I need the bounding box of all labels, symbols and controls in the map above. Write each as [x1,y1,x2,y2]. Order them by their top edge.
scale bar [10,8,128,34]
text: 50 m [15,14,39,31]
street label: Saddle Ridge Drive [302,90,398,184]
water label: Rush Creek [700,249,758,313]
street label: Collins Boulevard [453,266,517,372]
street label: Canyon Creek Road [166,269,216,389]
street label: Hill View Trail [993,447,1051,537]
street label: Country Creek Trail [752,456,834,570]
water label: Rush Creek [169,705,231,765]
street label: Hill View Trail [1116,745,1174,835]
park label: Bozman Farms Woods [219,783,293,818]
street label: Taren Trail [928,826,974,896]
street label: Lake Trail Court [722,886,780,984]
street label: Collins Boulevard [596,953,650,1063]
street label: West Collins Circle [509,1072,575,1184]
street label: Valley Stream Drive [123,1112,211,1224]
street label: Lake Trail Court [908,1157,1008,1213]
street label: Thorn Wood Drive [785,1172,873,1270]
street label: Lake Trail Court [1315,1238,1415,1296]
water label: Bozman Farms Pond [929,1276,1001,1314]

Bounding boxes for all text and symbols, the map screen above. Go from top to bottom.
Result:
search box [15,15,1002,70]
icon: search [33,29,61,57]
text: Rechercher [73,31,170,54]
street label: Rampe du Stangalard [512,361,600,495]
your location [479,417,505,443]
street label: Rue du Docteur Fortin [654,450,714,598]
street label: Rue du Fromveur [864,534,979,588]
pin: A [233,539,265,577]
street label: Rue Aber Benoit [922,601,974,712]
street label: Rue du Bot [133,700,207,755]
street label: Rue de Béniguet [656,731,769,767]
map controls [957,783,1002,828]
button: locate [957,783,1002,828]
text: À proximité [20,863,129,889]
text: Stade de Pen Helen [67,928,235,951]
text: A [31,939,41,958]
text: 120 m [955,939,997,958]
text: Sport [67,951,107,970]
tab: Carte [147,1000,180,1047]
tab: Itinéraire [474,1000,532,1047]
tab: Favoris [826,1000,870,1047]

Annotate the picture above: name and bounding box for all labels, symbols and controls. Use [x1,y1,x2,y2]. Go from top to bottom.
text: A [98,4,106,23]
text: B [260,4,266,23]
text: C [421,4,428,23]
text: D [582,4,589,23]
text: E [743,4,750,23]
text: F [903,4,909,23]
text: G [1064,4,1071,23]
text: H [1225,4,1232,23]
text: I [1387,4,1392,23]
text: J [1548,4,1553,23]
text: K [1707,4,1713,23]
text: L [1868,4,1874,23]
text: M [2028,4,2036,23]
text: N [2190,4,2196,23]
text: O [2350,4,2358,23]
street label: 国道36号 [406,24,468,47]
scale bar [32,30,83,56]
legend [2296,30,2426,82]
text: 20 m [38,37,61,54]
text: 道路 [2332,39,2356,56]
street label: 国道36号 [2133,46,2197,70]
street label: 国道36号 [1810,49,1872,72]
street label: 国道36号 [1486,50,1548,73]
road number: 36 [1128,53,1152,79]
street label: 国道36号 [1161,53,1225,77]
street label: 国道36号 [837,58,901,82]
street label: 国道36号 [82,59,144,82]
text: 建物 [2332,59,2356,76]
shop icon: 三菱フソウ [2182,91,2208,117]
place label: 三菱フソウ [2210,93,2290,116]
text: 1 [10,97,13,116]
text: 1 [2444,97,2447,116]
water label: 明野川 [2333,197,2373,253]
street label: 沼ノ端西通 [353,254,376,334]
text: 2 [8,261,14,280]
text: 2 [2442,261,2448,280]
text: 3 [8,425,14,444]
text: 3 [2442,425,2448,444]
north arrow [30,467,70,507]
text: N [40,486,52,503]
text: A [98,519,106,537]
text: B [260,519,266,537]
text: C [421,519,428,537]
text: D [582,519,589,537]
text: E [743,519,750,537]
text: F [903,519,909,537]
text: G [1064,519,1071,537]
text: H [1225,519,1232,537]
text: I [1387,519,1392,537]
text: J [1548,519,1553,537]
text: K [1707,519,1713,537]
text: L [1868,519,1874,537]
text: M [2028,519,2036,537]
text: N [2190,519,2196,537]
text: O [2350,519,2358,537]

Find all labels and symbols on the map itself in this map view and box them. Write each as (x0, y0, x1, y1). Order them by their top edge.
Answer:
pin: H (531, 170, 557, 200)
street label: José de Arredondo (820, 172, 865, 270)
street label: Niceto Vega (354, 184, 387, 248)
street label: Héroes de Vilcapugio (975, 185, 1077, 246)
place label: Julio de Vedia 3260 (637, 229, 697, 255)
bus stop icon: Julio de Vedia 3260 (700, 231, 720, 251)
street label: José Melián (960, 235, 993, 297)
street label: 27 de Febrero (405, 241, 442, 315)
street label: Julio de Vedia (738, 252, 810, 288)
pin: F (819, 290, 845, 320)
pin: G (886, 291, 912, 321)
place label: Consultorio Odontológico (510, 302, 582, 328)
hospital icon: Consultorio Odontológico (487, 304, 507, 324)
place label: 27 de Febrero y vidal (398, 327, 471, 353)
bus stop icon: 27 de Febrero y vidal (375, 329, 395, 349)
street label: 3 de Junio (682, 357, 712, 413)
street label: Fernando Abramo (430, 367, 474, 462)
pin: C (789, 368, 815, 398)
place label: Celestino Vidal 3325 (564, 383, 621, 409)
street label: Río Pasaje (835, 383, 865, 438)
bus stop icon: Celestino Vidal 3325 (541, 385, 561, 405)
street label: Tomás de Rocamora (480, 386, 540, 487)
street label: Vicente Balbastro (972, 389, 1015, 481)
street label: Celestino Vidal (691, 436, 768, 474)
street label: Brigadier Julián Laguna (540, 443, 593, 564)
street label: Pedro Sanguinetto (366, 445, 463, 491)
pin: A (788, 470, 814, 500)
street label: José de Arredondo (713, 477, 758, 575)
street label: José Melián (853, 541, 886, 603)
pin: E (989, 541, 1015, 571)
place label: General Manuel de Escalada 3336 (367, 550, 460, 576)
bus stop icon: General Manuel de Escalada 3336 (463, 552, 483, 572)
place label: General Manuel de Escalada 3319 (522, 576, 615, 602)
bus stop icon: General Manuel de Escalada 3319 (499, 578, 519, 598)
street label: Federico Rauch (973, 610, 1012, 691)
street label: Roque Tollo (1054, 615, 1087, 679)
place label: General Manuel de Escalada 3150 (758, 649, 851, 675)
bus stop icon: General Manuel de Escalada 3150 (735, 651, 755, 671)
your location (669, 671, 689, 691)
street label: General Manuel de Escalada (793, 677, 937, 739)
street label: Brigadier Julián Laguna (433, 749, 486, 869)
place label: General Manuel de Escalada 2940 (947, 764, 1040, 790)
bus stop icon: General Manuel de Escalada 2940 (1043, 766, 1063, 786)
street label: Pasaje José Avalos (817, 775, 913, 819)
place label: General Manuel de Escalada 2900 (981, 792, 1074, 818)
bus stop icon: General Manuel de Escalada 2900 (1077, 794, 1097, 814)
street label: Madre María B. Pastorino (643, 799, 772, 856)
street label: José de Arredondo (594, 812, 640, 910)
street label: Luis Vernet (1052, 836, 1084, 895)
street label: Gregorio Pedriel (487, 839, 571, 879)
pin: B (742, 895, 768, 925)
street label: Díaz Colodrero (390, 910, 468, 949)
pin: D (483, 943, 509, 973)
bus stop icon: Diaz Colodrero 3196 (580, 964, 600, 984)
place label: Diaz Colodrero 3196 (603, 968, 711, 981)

EXERCISE →
Only lines containing the string "your" are needed. Pull each of them out of the records above.

TASK OUTPUT →
your location [479,417,505,443]
your location (669, 671, 689, 691)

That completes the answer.